WASHINGTON – President Donald Trump has directed his attorney general to propose regulations that would ban bump stocks and similar devices “that turn legal weapons into machine guns,” the president announced Tuesday.
Trump, speaking at the start of a Medal of Valor ceremony at the White House, said he expected the “critical” new regulations to be finalized soon.
A Justice Department review of bump stock regulations started in December, Trump said, after America’s deadliest mass shooting in Las Vegas that left 58 people dead. The gunman in that incident used bump stocks that allowed him to engage his weapon’s trigger faster, making it fire similar to the rate of an automatic weapon.
Regulations on bump stocks has garnered recent support from both sides of the gun control debate, but Trump’s move goes further than the tepid support his administration had offered for the move last year.
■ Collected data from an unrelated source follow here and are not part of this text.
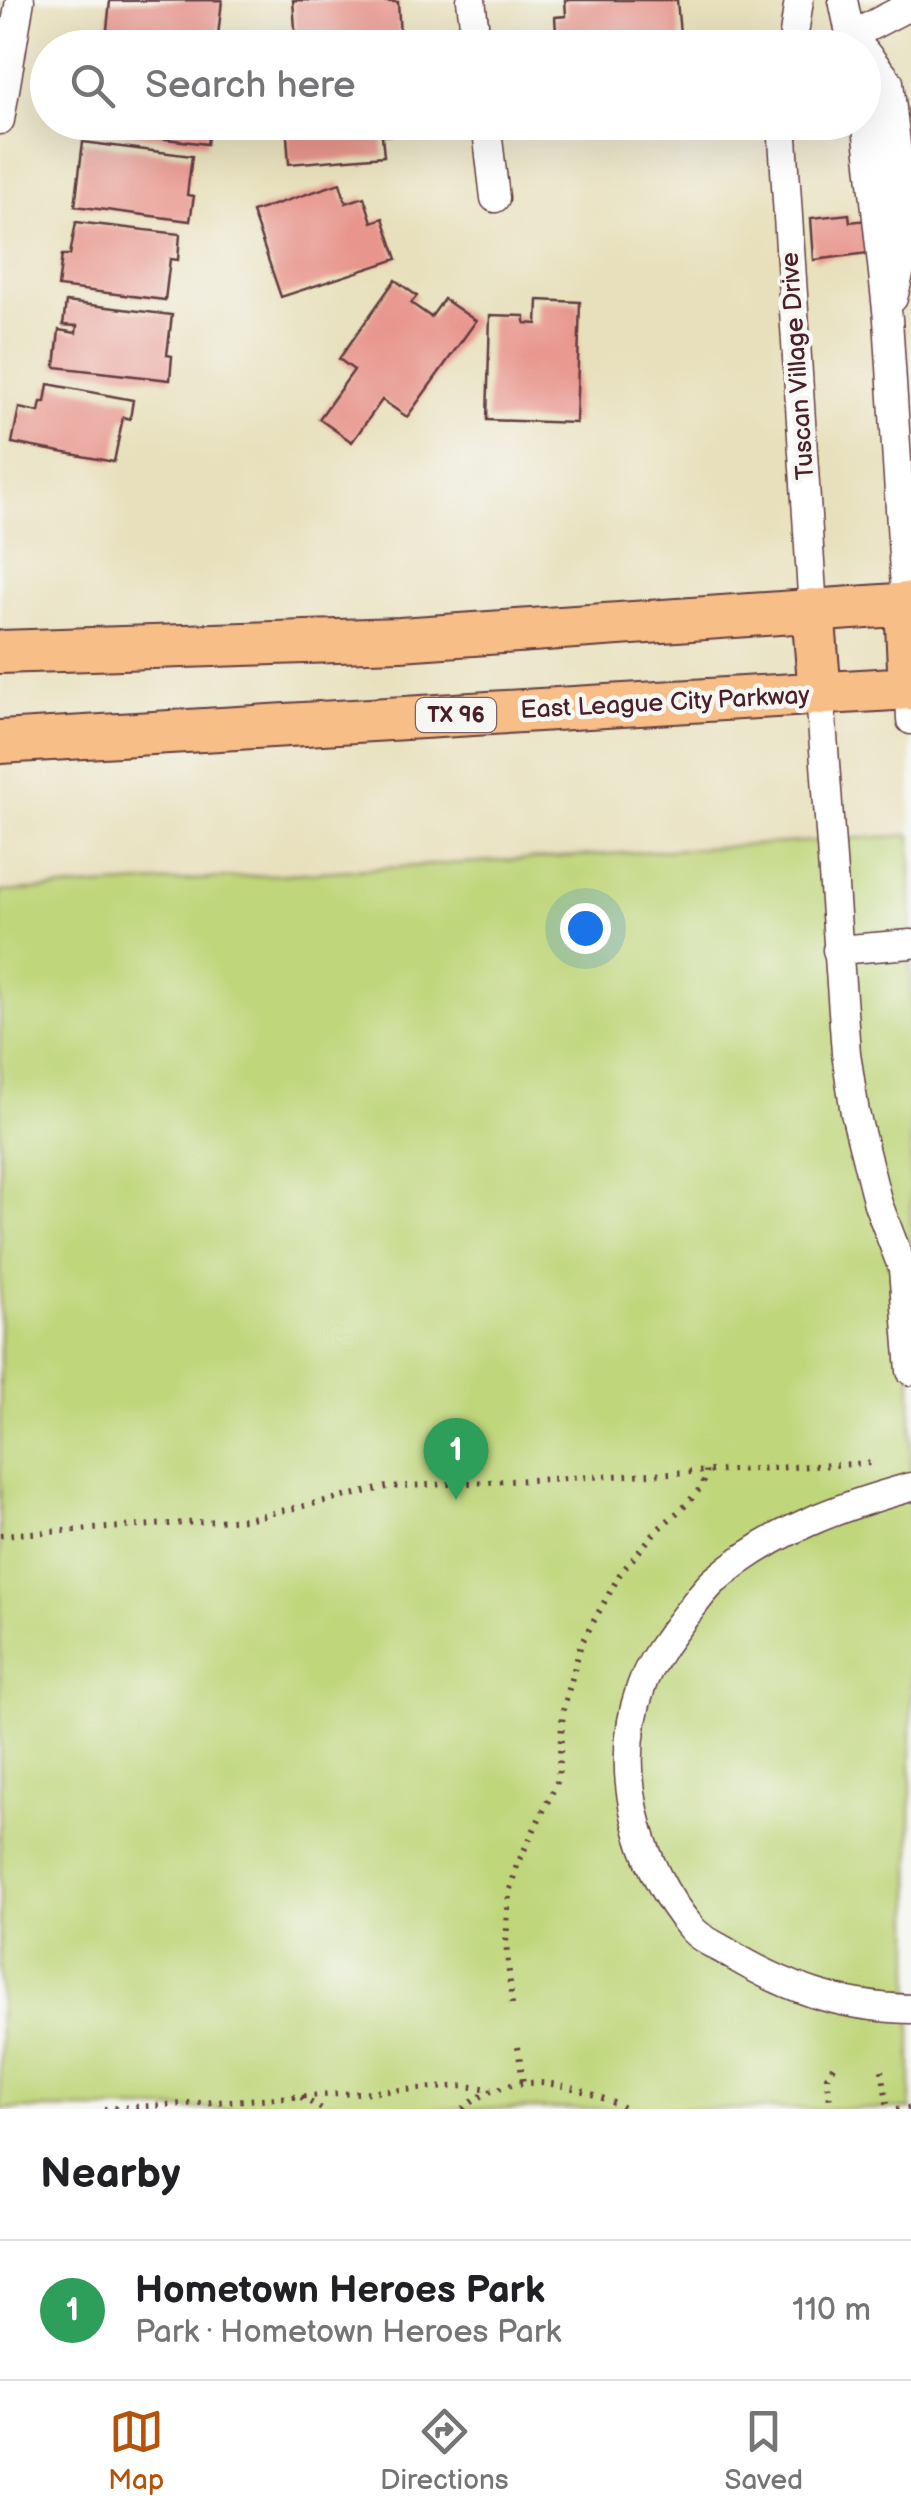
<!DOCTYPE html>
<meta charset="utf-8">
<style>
:root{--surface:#fff;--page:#f2f2f2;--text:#202124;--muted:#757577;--line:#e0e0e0;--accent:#b45309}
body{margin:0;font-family:"Balsamiq Sans",sans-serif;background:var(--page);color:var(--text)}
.you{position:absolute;left:585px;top:928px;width:35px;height:35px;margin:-25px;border:8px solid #fff;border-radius:50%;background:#1a73e8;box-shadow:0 0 0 15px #1a73e833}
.badge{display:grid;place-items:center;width:65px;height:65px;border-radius:50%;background:var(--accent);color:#fff;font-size:32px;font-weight:700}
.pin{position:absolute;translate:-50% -82px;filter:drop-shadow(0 2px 5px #0008)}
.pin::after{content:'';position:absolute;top:52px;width:35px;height:30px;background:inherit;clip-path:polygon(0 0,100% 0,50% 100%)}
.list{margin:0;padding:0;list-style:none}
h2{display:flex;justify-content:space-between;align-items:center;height:130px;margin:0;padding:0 40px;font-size:42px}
h2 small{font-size:32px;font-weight:400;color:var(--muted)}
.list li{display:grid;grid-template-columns:65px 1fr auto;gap:30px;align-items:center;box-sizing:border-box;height:140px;padding:0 40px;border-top:2px solid var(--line)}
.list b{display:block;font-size:38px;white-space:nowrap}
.list p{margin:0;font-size:32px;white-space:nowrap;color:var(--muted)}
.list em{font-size:32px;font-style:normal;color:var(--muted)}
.icon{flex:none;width:55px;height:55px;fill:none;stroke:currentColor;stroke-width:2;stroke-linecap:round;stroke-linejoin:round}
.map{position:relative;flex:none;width:911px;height:2109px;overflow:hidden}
.search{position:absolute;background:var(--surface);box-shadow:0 10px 40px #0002;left:30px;right:30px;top:30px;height:110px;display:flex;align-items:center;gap:25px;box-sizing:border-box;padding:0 35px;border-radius:55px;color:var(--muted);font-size:38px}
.sheet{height:270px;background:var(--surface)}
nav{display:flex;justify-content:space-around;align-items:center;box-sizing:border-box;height:140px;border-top:2px solid var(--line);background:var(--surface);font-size:28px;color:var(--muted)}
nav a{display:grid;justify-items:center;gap:5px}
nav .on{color:var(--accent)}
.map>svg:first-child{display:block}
</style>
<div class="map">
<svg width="911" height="2109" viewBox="0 0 911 2109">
<rect width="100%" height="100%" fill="#f6f6f2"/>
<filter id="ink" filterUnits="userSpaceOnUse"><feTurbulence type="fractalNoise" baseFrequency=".01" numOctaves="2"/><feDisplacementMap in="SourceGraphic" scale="20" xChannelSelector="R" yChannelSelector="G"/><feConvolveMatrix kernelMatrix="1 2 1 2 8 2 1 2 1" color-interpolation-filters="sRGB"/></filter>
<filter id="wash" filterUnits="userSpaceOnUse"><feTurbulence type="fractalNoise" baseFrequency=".0048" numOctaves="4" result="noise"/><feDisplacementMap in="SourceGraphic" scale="40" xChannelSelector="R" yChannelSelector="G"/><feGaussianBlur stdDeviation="2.25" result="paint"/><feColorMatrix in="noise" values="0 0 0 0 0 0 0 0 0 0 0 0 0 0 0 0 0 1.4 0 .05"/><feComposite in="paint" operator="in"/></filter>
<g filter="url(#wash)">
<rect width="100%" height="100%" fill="#e8e0bc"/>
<path fill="#bfd67a" stroke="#847a52" stroke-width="2.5" d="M911 835V2109H0V892Z"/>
<g id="blocks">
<path fill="#e8968d" d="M222 0 218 36 225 37 224 48H105L110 1Z
M293 0 398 2 400 37 296 44Z
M565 0H677L681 46 557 48 555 17 566 16Z
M86 122H210L207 144 85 129Z
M286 122H395L396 135 382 136 384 156 289 164Z
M83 142 192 156 187 195 194 196 190 221 75 206Z
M340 183 346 203 364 197 372 222 383 218 397 259 281 297 252 212Z
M849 214 850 222 888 218 891 250 814 260 811 218Z
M76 222 180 234 178 260 170 259 165 300 58 287 62 255H70Z
M395 280 417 296 411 303 431 317 444 299 476 321 407 417 382 400 352 442 319 419 354 370 339 359Z
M538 300 580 302 576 423 487 420 490 315 525 316V323L537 324Z
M66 302 172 315 167 355 172 356 170 380 55 367 59 330 76 333 77 326 63 325Z
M48 384 133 400 130 419 123 417 114 462 12 443 19 408 39 412 41 402H45Z"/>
</g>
</g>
<g filter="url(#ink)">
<use href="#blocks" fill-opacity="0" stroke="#623c41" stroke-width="2.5"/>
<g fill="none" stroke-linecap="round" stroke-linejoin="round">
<defs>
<path id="street" d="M471 0 477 48
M843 0 853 48
M792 48 799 0
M861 48 851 36 911 5
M864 51 889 82 907 242 893 298
M864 99 888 319 906 604
M0 120 20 0
M486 122 495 198
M782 122 813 610
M910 688 911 720
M820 694 846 1053 855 1113 878 1204 903 1269 911 1371
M837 950 911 944
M911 1487C838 1507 772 1531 714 1581 703 1591 694 1605 685 1616 669 1637 649 1663 641 1687 612 1770 637 1865 693 1930 701 1939 715 1945 725 1951 785 1988 839 2007 911 2009"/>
<path id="primary" d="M906 604 910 688
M813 610 820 694
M0 652 400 639 911 604
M0 742 911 688"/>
</defs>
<use href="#street" stroke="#623c41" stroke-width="31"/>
<use href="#primary" stroke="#623c41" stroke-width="46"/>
<path stroke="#623c41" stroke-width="6" stroke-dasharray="2.5 8" stroke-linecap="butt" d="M0 1535 246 1519 387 1487 874 1463
M512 2004 506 1943 509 1893 517 1865 558 1780 563 1711 581 1644 620 1574 657 1530 686 1505 703 1485 706 1471
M518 2047 523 2083
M882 2070 888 2109
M301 2097 322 2109
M104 2109 465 2086 492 2089
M463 2109C512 2067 573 2082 626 2109
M831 2109 827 2077 836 2061
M896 2109 911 2108"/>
<use href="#street" stroke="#fff" stroke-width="28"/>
<use href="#primary" stroke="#f7be87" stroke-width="42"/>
</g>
</g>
<g text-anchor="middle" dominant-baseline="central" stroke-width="9" stroke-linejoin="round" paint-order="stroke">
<rect fill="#f6f6f2" stroke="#7e6067" stroke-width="2.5" x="416" y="698" width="80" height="34" rx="8"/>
<g font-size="22" font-weight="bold" fill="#4a1f2b">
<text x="456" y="715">TX 96</text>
</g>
<g font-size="25" fill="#4a1f2b" stroke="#f6f6f2">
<text transform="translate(798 366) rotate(-94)">Tuscan Village Drive</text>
<text transform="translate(665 703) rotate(-3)">East League City Parkway</text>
</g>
</g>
</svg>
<div class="you"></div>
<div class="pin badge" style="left:456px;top:1500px;background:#2e9e5b">1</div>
<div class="search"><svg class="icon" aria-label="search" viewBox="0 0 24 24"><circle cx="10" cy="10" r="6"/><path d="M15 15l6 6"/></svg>Search here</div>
</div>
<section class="sheet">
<h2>Nearby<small></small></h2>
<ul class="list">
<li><span class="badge" style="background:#2e9e5b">1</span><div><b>Hometown Heroes Park</b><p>Park · Hometown Heroes Park</p></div><em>110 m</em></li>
</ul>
</section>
<nav>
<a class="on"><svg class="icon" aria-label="map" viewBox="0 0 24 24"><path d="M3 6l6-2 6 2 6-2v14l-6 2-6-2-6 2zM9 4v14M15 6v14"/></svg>Map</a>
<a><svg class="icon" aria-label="directions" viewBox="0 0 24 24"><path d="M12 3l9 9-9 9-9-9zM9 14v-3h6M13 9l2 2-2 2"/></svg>Directions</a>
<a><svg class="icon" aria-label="saved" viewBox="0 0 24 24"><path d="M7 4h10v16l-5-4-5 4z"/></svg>Saved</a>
</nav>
The steps proposed by the president Tuesday would not have affected the attack at a high school in Parkland, Fla., less than one week ago that left 17 students and teachers dead.
The White House will hold listening sessions with parents, teachers, and students from Parkland, as well as others affected by school shootings in Newtown, Conn., and Columbine, Colo., on Wednesday.
Just before the Trump’s announcement, Press Secretary Sarah Huckabee Sanders also reiterated the president’s openness to making the background check process “more efficient.”
Though Trump will be listening at Wednesday’s sessions, he hasn’t signaled any openness to the introduction of new gun control measures – nor has he mentioned that possibility in his remarks on gun violence in the aftermath of Parkland.
On Tuesday, he again cited a need for officials to do more on “mental health” and bettering coordination efforts for “swift action” when there are known warning signs that may signal potential shooters.